Авдей прошелся по двору, отпер добротный, срубленный лучше иной избы сарай и зашел к лошадям. Лошадиные стойла отделялись от коров и свиней глухой стеной. В углу стоял Сивый, старый и немощный, доживавший свой век по милости Авдея. С Сивым Авдей поднимал хутор и теперь держал его как некоторые хозяева держат дряхлых, ни для чего не годных собак, не сгоняя их со двора. Три лошади, крепкие, досмотренные, толковые, стояли в своих стойлах. Четвертое стойло занимал красавец жеребец, купленный две недели назад за четверть цены.

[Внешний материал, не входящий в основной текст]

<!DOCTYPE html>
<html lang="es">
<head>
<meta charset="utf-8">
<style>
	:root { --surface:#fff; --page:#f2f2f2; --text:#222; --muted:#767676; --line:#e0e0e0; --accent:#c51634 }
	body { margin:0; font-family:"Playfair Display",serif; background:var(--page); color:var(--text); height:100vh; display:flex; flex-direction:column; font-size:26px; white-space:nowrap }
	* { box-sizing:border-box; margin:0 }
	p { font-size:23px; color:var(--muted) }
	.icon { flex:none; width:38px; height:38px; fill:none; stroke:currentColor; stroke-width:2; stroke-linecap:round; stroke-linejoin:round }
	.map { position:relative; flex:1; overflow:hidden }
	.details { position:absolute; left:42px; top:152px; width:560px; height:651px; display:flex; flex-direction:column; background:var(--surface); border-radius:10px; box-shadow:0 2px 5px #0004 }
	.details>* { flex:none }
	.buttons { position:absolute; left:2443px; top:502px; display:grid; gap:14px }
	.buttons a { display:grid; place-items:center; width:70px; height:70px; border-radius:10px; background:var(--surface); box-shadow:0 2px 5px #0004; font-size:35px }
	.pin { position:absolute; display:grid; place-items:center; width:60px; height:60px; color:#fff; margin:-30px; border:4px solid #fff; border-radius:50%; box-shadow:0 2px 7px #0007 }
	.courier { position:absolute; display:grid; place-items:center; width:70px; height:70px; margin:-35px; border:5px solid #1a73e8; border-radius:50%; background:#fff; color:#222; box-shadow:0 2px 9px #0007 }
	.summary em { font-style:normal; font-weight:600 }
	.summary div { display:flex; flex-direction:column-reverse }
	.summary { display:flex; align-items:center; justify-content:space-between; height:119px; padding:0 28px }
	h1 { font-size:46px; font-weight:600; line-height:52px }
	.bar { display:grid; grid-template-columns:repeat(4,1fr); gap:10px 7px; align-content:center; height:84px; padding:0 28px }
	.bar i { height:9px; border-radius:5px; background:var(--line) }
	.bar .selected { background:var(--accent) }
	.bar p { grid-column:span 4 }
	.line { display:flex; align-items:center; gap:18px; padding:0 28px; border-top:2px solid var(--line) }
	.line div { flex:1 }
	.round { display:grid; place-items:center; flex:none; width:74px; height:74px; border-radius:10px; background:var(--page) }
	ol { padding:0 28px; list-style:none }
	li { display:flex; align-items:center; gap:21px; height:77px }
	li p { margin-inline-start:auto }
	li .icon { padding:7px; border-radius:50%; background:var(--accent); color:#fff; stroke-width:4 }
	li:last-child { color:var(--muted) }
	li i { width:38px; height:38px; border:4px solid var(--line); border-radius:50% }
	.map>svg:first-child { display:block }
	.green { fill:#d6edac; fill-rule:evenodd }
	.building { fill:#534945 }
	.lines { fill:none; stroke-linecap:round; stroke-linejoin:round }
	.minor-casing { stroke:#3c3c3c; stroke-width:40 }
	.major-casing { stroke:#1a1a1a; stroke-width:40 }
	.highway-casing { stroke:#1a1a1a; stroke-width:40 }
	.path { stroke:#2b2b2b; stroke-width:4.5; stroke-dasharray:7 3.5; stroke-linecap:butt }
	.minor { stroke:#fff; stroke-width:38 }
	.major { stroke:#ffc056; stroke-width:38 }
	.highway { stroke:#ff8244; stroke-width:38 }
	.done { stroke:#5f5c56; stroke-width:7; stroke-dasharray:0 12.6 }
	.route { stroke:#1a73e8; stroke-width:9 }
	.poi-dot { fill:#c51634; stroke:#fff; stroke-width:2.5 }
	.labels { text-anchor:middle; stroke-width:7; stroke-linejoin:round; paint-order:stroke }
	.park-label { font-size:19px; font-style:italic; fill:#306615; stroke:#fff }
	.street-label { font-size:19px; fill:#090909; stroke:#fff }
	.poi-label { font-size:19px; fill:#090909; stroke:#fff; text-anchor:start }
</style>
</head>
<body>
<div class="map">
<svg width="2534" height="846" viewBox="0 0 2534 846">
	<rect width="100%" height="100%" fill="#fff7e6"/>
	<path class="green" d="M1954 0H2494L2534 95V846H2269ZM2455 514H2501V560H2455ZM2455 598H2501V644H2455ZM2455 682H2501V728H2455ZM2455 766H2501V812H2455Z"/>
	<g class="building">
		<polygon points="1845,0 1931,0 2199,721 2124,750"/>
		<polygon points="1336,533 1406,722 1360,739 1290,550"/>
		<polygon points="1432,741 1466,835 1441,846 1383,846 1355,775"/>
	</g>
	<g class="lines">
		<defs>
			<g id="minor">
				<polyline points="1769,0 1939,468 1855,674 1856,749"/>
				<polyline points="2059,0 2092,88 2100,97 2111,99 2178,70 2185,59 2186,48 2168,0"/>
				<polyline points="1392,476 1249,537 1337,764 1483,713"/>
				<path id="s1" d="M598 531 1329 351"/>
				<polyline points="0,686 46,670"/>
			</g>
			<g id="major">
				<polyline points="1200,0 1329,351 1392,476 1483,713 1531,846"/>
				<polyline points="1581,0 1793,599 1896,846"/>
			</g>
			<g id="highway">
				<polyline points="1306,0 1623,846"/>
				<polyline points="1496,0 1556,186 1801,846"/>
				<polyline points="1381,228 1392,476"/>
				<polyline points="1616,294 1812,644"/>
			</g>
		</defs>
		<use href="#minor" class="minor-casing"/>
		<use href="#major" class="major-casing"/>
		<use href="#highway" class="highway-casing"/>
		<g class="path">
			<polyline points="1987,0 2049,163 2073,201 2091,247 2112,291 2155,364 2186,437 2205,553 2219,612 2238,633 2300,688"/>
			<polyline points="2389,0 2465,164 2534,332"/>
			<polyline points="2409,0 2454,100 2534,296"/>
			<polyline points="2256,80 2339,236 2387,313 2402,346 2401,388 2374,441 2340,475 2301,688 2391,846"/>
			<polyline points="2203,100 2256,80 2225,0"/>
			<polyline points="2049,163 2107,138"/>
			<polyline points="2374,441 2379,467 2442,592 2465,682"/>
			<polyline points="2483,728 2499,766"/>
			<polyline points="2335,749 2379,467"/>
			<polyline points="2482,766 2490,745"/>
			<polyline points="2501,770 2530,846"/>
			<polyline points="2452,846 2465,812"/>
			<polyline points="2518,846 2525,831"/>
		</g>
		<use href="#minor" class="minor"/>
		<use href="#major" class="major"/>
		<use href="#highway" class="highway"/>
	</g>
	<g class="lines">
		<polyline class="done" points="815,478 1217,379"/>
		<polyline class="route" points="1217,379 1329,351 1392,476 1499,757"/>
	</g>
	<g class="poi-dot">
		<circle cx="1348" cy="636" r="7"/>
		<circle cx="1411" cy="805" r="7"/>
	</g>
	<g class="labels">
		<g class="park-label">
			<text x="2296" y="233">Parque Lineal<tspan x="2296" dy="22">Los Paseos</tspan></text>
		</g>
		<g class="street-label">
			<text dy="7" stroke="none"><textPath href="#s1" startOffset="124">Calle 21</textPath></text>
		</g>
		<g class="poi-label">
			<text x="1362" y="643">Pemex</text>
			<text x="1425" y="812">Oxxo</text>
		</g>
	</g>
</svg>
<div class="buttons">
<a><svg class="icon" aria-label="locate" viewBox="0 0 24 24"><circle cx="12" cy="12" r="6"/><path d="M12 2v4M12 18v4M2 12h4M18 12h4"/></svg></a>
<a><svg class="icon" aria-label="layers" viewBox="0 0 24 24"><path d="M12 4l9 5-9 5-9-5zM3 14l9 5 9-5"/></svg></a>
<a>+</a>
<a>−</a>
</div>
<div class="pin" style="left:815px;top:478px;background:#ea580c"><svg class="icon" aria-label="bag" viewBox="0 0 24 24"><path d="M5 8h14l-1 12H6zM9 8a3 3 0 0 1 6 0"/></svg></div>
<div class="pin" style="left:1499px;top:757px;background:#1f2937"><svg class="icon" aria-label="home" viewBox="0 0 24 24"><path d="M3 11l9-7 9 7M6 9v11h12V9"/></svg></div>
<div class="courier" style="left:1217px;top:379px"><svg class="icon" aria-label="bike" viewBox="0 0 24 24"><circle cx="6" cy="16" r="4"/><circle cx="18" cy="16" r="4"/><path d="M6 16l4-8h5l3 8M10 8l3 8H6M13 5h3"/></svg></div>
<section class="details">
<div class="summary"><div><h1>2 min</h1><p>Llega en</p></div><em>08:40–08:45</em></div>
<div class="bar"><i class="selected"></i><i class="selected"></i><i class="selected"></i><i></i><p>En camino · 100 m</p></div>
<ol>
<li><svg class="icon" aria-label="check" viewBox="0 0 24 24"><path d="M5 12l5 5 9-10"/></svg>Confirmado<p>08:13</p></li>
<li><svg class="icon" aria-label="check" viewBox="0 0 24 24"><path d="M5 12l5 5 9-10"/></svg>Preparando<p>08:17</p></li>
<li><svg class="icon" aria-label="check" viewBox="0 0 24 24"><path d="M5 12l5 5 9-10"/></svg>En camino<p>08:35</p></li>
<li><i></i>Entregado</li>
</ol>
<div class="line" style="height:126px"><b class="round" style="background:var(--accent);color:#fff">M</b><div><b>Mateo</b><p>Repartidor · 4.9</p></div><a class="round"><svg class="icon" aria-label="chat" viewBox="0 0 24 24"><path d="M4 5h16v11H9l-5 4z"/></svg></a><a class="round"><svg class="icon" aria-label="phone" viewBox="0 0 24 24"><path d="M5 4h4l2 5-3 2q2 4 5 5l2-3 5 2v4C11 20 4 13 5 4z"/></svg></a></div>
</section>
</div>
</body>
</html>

Ходили слухи, будто будут отбирать лошадей, и цены упали, и Авдей купил четвертого коня (не считая Сивого). «Яки дурны народ», – подумал Авдей, вспоминая покупку. «Дурны» на местном диалекте означало «глупый». Слухи слухами, но продавать за бесценок такого жеребца – Авдей не верил даже спустя несколько дней, что вот так, ни за что ни про что разжился такой лошадью. «Коней отбирать… Хто ж отдасть коней…» – покачал головой Авдей.
Не успел Авдей вернуться от лошадей в дом, как из-за леса показалось солнце, а в Мстиславле, в казарме, временно расположенной в бывшем монастыре, на час раньше обычной побудки подняли сотню красноармейцев. Им выдали боевые патроны, суточный паек, и они начали рассаживаться по телегам: в Рясну красноармейцы должны были приехать часам к шести, чтобы потом, когда начнет темнеть, отправиться по хуторам и деревням согласно списку.
Стефка Ханевская, благодаря которой и есть возможность писать эту топографию, ради которой эта топография и пишется, потому что она (Стефка Ханевская) победила, выжила и не дала себя уничтожить, сжить со света, этим утром проснулась позже всех. Всю ночь она уговаривала Младшего Брата бежать, и он уже почти соглашался (так, по крайней мере, казалось).
Стефка отпустила его перед самым рассветом и уснула, чтобы проснуться часов в десять, когда Сырков уже положил на стол в волостной управе лист бумаги и вписал в окончательный список тех, кого убивать, первые фамилии.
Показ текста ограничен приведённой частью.